DOHA: FitchRatings has upgraded Qatar's Long-Term Foreign-Currency Issuer Default Rating (IDR) to 'AA' from 'AA-'. The country's outlook is stable, the report said.

The upgrade reflects Fitch's greater confidence that debt to GDP will remain in line with or below the 'AA' peer median after falling sharply in recent years, while Qatar's external balance sheet will strengthen from an already strong level. Qatar is likely to retain budget surpluses until the 2030s as a result of the North Field expansion.

Qatar's 'AA' ratings are supported by large sovereign net foreign assets (SNFA), one of the world's highest ratios of GDP per capita and a flexible public finance structure. Rating weaknesses include heavy hydrocarbon dependence and below average scores on some measures of governance, higher government debt/GDP than oil-dependent highly-rated peers and substantial contingent liabilities.

The report forecasts Qatar's general government (GG) budget surplus at 8.6% of GDP in 2024 (2023: 9.3% of GDP), including our estimates of investment income on Qatar Investment Authority (QIA) external assets (5.2% without investment income in 2024). Oil and gas revenue will only marginally drop under our assumption that the Brent oil price will average USD 80/bbl in 2024 (2023: 82). We expect a budget surplus of 6.2% in 2025, despite lower hydrocarbon prices (Brent: USD70/bbl).

It projects the first phase of the North Field expansion to start supporting fiscal revenue fully from 2026 and phase two in 2027, assuming no construction delays, and to bring down Qatar's fiscal breakeven oil price to USD50/bbl in 2027 from around USD 64/bbl in 2024, excluding estimated QIA investment income (to USD41/bbl from USD54/bbl including investment income). This reflects our expectation that new spending commitments will amount to a modest fraction of the new liquefied natural gas (LNG) revenue. Qatar's spending plans on economic diversification are more modest than regional peers.
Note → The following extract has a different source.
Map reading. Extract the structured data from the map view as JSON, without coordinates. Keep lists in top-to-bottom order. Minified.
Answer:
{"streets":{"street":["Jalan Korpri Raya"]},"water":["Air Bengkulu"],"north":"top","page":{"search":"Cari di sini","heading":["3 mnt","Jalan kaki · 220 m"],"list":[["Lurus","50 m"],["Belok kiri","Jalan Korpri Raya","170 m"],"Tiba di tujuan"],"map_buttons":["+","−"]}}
Qatar Energy (QE) plans to expand LNG production capacity from 77 million tonnes per year (mtpa) to 110 mtpa by end-2025, 126 mtpa by end-2027 and announced a further expansion to 142 mtpa by end-2030. We assume that QE will cover USD12.5 billion of core project costs out of its 2021 bond issuance and a similar amount from its cash flow, spread until 2028, on top of contributions by partners. Funding plans for the 2030 phase will depend on hydrocarbon prices at that time. North Field projects will support both hydrocarbon and non-hydrocarbon growth over 2025-2030.

QE will also cover a significant share of the costs of the ancillary projects associated with the expansion, including downstream plants that will bring its petrochemical capacity to over 15mtpa. QE owns 70% of the Golden Pass LNG project (16mtpa) in Texas, which will start production in 2024, bringing new revenue to the budget via QE dividends.
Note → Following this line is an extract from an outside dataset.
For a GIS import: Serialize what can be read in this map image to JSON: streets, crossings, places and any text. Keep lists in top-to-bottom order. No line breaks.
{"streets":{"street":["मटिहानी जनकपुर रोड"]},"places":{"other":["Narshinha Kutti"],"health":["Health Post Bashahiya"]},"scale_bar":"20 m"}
The report projects debt/GDP to fall to about 47% of GDP in 2024 and 45% in 2025, from a peak of 85% in 2020. This reflects our expectation that the government will continue to repay maturing external debt in 2024 (USD4.8 billion) but is likely to refinance its USD2 billion 2025 maturity in 2024, and will gradually pay down some of its domestic debt. Budget surpluses will still allow Qatar to transfer new funds to the QIA.
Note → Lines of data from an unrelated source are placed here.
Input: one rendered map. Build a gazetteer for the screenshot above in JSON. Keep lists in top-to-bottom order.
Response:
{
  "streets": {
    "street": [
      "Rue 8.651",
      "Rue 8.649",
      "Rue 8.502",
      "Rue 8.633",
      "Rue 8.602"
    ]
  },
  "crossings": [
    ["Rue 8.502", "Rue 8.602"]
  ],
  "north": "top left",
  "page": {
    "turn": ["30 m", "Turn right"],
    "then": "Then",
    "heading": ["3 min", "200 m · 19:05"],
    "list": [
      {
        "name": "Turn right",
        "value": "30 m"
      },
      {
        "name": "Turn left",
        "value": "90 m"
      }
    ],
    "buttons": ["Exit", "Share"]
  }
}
Qatar has broadly normalised its relations with the GCC in recent years, although points of tensions remain, the report adds.

Qatar continues to position itself as a mediator in relations between Western powers and Iran and Hamas, among others.

The Israel-Gaza war has caused an increase in regional instability. Qatar has not been directly affected so far, but risks of escalation persist from the ongoing conflict in Gaza, the involvement of the Houthis from Yemen in disrupting Red Sea transit, the activity of other groups with links to Iran and US reprisals against these groups in Yemen, Iraq and Syria.